Aujourd’hui était ma première journée de travail après une semaine de relâche. Déjà, je suis HYPER frustrée. Non, je ne suis pas frustrée. Je suis plutôt écoeurée. Et quand je dis écoeurée, je ne veux pas dire tannée, fatiguée. Non, je reviens au travail après une semaine de repos et ma journée d’enseignement s’est plutôt bien passée. Non, quand je dis écoeurée, je veux dire dégoûtée et de beaucoup.
Je vous ai déjà parlé d’une collègue qui a un groupe atroce, non, deux élèves qui lui siphonnent énormément d’énergie. Vous vous souviendrez qu’elle n’a pu envoyé l’un d’eux dans une classe spéciale parce que l’école qui devait le recevoir est en crise interne (Les profs tombent comme des mouches parce qu’ils ont des cas psychiatriques). Vous vous souviendrez qu’on lui a dit: “Courage, ma belle. Il ne reste que 5 mois. T’es capable.” C’est le seul soutien auquel elle a eu droit. Eh bien, elle n’est pas entrée aujourd’hui. Ce n’est pas sûr encore, mais probablement qu’elle va mettre quelques semaines avant de revenir. Ça m’horipile! Comment peut-on mettre des êtres vivants aussi à bout? Cette enseignante est super bonne et elle souffre terriblement, pouvez-vous imaginer ce que l’enfant vit jour après jour, année après année et qu’on ne lui apporte aucun soutien. Bref, ça me lève le coeur… réellement.

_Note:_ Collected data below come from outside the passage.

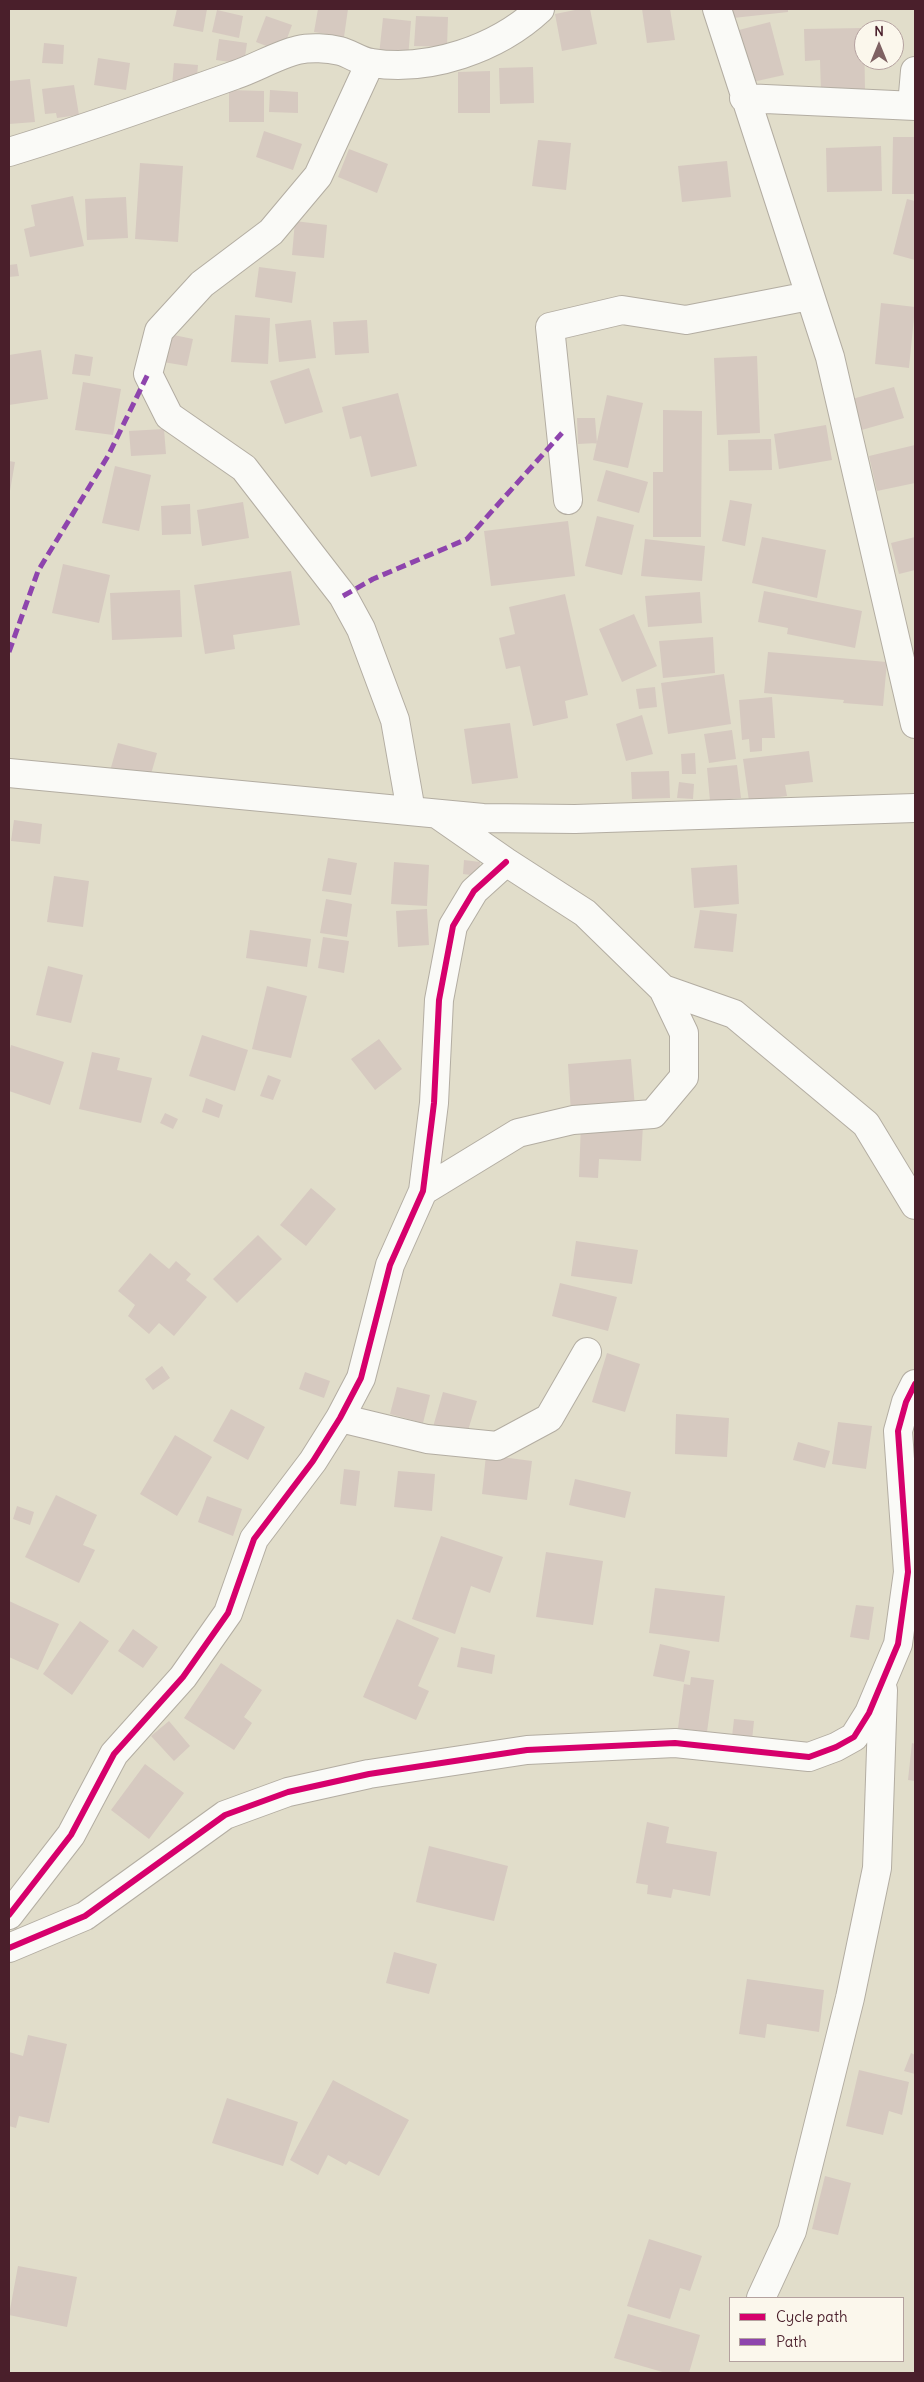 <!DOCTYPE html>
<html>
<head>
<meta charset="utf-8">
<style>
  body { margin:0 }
  #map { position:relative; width:924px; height:2382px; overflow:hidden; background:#e1ddca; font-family:Delius,sans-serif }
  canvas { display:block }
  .frame { position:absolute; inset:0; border:10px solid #4a1f2b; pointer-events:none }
  .legend { position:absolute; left:729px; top:2297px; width:175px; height:65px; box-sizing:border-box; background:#fbf7ec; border:1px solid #b4a19f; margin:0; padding:6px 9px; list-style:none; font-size:15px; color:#4a1f2b }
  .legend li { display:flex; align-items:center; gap:10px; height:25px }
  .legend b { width:25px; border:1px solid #b4a19f }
  .north { position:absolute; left:854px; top:20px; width:50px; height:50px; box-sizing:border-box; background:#fbf7ec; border:1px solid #b4a19f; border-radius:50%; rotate:0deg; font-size:14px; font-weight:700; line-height:20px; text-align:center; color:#4a1f2b }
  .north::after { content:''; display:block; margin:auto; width:18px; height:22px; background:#7f6263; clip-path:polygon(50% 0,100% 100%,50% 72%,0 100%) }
</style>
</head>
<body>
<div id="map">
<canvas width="924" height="2382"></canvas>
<div class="frame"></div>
<ul class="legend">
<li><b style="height:6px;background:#d6006c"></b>Cycle path</li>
<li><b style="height:6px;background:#8e44ad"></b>Path</li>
</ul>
<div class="north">N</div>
</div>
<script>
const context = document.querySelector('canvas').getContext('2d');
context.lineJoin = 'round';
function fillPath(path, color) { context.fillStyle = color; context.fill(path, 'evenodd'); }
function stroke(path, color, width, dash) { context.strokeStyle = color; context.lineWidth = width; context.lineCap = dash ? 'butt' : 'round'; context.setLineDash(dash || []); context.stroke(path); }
const building = new Path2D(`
  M177,9H207L203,32L173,26Z
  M318,9H348L344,37L314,32Z
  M580,9H590L597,44L562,51L555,14Z
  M642,9H670L675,40L647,43Z
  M732,9H788V12L733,18Z
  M217,10L243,16L239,38L212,32Z
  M266,16L292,25L282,52L256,42Z
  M416,16L448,17L447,47L414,46Z
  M383,18L411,21L408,58L379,55Z
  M770,22L784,75L748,83L735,31Z
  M864,28L865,91L821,92L820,60L805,61L804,29Z
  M219,39L247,43L244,64L216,60Z
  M44,43L64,45L63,64L42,63Z
  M98,58L130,63L126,90L94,85Z
  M174,63L198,65L196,88L172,86Z
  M533,67L534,103L500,104L499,68Z
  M490,71V113H458V72Z
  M30,79L35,122L9,124V81Z
  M74,85L79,115L57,118L56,113L45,114L42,89Z
  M229,90L264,91V122H229Z
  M270,90L298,92V113L269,112Z
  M264,131L302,144L293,170L256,157Z
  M893,137H915V194H892Z
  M538,140L571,143L566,190L532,186Z
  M881,146L882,191L827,192L826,148Z
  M349,149L388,164L377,193L338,177Z
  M727,161L731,197L682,202L678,166Z
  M140,163L183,166L178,242L135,239Z
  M73,196L84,246L30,257L24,229L35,226L31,205Z
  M126,197L128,238L87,240L85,199Z
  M907,199L915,201V260L893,254Z
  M295,221L327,225L324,258L292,255Z
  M17,264L19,276L9,277V265Z
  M259,267L296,272L292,303L255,297Z
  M881,303L915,307L909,368L875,364Z
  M235,315L270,318L268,364L231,362Z
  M311,320L316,358L279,362L275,324Z
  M367,320L369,353L335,355L333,322Z
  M169,334L193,339L187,366L163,362Z
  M41,350L48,399L9,405V355Z
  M75,354L93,357L90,376L72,374Z
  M757,356L760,433L717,435L714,358Z
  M309,368L323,412L285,424L270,381Z
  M83,382L121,389L113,435L75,430Z
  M894,387L904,418L858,431L849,400Z
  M398,393L417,466L371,477L361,436L350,439L342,407Z
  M607,395L643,403L628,468L593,460Z
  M663,410L702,411L701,537H653V472H663Z
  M577,418H595L597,443L578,444Z
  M826,425L832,460L779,469L774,434Z
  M164,429L166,454L131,456L129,431Z
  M771,439L772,470L729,471L728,440Z
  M915,445V483L877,491L869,456Z
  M9,461L15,462L10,491H9Z
  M115,466L151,475L139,531L102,523Z
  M606,470L648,482L639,513L597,501Z
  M730,500L752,504L745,546L722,541Z
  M243,502L249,538L202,546L197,510Z
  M190,504L191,534L162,535L161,506Z
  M597,516L634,525L622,575L585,566Z
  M568,521L575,576L491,586L484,531Z
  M762,537L826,550L817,598L752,583Z
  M915,537V570L899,574L891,543Z
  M645,539L705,546L702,581L641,576Z
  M63,564L110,575L99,623L52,613Z
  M291,571L300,625L233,635L235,649L205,654L194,585Z
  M180,590L182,637L112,640L110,593Z
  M764,591L862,611L855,648L787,634L788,628L758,622Z
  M700,592L702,623L648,627L645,596Z
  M565,594L588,695L565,701L568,718L533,726L520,666L506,669L499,638L515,634L509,607Z
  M634,614L657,666L622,682L599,629Z
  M713,637L715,673L663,678L659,641Z
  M768,652L887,662L883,706L843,703L844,700L764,693Z
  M724,674L731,724L668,734L661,683Z
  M655,687L657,707L639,709L636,689Z
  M772,697L775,738H762V751L750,752L749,739L742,740L739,700Z
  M642,715L653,754L626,761L616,724Z
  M510,723L518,778L472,784L464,729Z
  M732,730L736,759L709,763L704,734Z
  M118,743L157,753L149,781L110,771Z
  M809,751L813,782L785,785L787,796L749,801L743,759Z
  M695,753L696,774H682L681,754Z
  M737,765L741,798L710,801L707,768Z
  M669,771L670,798L632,799L631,772Z
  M679,782L694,784L693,799L677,798Z
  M14,820L42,824L40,844L11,841Z
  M328,858L357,863L351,895L322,891Z
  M464,860L480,862L479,876L463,874Z
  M394,862L429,865L427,906L391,904Z
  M737,865L739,904L694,908L691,868Z
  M54,876L89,881L83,927L47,922Z
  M326,899L352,904L347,937L320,933Z
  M427,909L429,945L398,947L396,911Z
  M700,910L737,914L733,952L694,948Z
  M250,930L311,939L307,967L246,958Z
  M323,937L349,941L344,973L318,968Z
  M48,966L83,975L71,1023L36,1015Z
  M267,986L307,996L291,1058L252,1049Z
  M202,1035L248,1050L235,1091L189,1076Z
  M379,1039L402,1069L375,1090L351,1059Z
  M11,1045L64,1062L50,1105L9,1091V1053Z
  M92,1052L120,1058L117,1070L152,1078L141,1123L79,1109Z
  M631,1059L635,1108L571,1113L568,1064Z
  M268,1075L281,1080L273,1100L260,1096Z
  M206,1098L223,1105L219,1118L202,1112Z
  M165,1113L178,1119L173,1129L160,1123Z
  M581,1123L643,1125L641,1161L599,1159L598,1178L579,1177Z
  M311,1188L336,1209L306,1246L280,1225Z
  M258,1235L282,1259L237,1303L213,1279Z
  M576,1241L638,1250L632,1284L571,1276Z
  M150,1253L169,1269L176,1261L191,1274L186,1280L207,1297L174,1336L159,1323L149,1334L128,1316L135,1305L118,1291Z
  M560,1283L617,1297L608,1331L552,1316Z
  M607,1353L640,1364L625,1412L592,1402Z
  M162,1366L170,1378L153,1390L145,1379Z
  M305,1372L330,1381L324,1398L299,1389Z
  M397,1387L430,1395L423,1423L390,1414Z
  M443,1392L477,1401L466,1437L433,1427Z
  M231,1409L265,1427L248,1460L213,1441Z
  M676,1414L729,1418L727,1457L675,1454Z
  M838,1422L872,1426L866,1469L832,1464Z
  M175,1435L212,1457L177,1516L140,1494Z
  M798,1442L830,1451L825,1468L793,1460Z
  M486,1455L532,1461L527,1500L482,1494Z
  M344,1469L360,1471L356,1506L340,1504Z
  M398,1471L435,1474L432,1511L394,1507Z
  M575,1479L631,1492L625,1518L569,1505Z
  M56,1495L97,1515L83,1545L95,1550L79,1583L25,1557Z
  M207,1496L242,1509L233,1536L198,1522Z
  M17,1506L34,1512L30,1525L13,1519Z
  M441,1536L503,1557L490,1593L471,1586L455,1634L412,1619Z
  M546,1552L603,1561L593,1625L536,1617Z
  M655,1588L725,1596L719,1642L649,1633Z
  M9,1601L59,1624L38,1670L9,1657Z
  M856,1605L874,1607L869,1640L850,1637Z
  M397,1619L439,1638L418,1686L429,1691L416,1720L363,1697Z
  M80,1621L109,1641L72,1695L43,1674Z
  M133,1629L158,1647L143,1668L118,1651Z
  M660,1644L690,1651L684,1682L653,1676Z
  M461,1647L495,1655L492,1674L457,1667Z
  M221,1663L262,1690L244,1717L252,1723L234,1750L184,1718Z
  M691,1677L714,1680L707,1732L678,1728L684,1684L690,1685Z
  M734,1719L754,1721L752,1740L732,1737Z
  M169,1721L190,1746L174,1761L151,1736Z
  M912,1743L915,1744V1781L908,1780Z
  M145,1764L184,1793L149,1839L111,1810Z
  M647,1822L669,1827L666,1843L717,1852L710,1896L673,1889L671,1898L647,1894L648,1885L636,1883Z
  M429,1846L508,1866L494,1921L416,1902Z
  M394,1952L437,1964L429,1994L386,1983Z
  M747,1979L824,1990L819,2032L767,2024L765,2038L739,2034Z
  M28,2035L67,2044L49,2123L19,2116L16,2128L9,2126V2052L23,2056Z
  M911,2053L915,2055V2074L904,2071Z
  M859,2070L909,2082L902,2115L889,2111L883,2135L846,2126Z
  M333,2080L409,2120L379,2176L349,2161L346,2165L328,2155L318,2175L290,2160Z
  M227,2098L298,2122L283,2166L212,2143Z
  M825,2176L851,2183L838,2235L812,2229Z
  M649,2239L702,2256L690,2291L680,2288L670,2319L627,2306Z
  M18,2266L77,2277L67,2327L9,2315Z
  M628,2314L700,2335L689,2373H666L614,2358Z`);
const street = new Path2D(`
  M717,9L830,357L915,724
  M370,63L318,176L271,232L202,284L159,331L148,374L169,416L244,468L343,596L361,629L395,720L411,811
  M744,98L915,106
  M912,106L915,71
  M9,152C85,129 160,102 235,75C256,68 277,55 298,50C310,47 328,48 340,51C351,54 361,62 372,63C429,72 497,49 540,9
  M568,500L550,327L622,310L686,320L809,296
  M9,773L483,818L575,819L915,808
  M437,814L506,862L585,913L663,989L734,1014L866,1124L915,1205
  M423,1191L518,1133L573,1120L653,1114L684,1077V1033L663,989
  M340,1418L427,1439L497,1446L549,1418L587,1352
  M9,1915L71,1835L114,1754L183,1677L228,1613L254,1539L313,1461L340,1418L361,1378L390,1265L423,1191L434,1103L439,1000L453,926L474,891L506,862
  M9,1948L85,1916L225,1815L288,1792L369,1774L527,1750L675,1743L809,1757L836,1747L854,1737L869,1713L898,1644L908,1572L898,1431L906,1402L915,1384
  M761,2298L792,2231L850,1998L877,1868L883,1690`);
const quiet = new Path2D(`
  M343,596L373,579L467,539L562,433
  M9,652L38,571L108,456L148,374`);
const cycleway = new Path2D(`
  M9,1915L71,1835L114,1754L183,1677L228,1613L254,1539L313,1461L340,1418L361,1378L390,1265L423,1191L434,1103L439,1000L453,926L474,891L506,862
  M9,1948L85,1916L225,1815L288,1792L369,1774L527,1750L675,1743L809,1757L836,1747L854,1737L869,1713L898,1644L908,1572L898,1431L906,1402L915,1384`);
fillPath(building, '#d6c9c0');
stroke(street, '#b3ada2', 30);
stroke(street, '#fafaf7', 28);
stroke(quiet, '#8e44ad', 5, [10, 5]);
stroke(cycleway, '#d6006c', 6);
</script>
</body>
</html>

Puis, en fin de journée, j’apprenais une mauvaise nouvelle me concernant personnellement ainsi que mes élèves. Cette année, j’enseigne à un groupe d’élèves qui ont été combinés. J’ai des élèves de niveau 5è année et j’en ai d’autres qui sont de niveau 6è année. Pour trois ans, les écoles qui ont ce qu’on appelle des classes-cycle ont droit à un budget supplémentaire pour acheter du matériel particulier puisqu’on ne peut utiliser celui présent en classe.
Pourquoi? Tout simplement parce que si je veux enseigner à toute ma classe en même temps en ne diminuant mes exigences que pour mes élèves de cinquième année, je ne peux utiliser le matériel des 5è puisque mes élèves de 6è l’ont déjà fait. Je ne peux pas non plus utiliser le matériel des 6è puisque mes élèves de 5è l’utiliseront l’an prochain.
Donc, pour cette raison, je dois faire des achats en plus de ceux que je fais annuellement pour les différents projets que nous vivrons dans l’année. Cela fait maintenant presqu’un an qu’on me promet que j’aurai un budget de près de 1000$ pour toutes ces dépenses supplémentaires. L’année est commencée depuis août 2007 et nous venons de recevoir ledit budget. Mais il n’est pas au montant annoncé. Non, je n’ai droit qu’au tiers de ce qu’on m’avait promis. Plus exactement, j’ai reçu 337.95$.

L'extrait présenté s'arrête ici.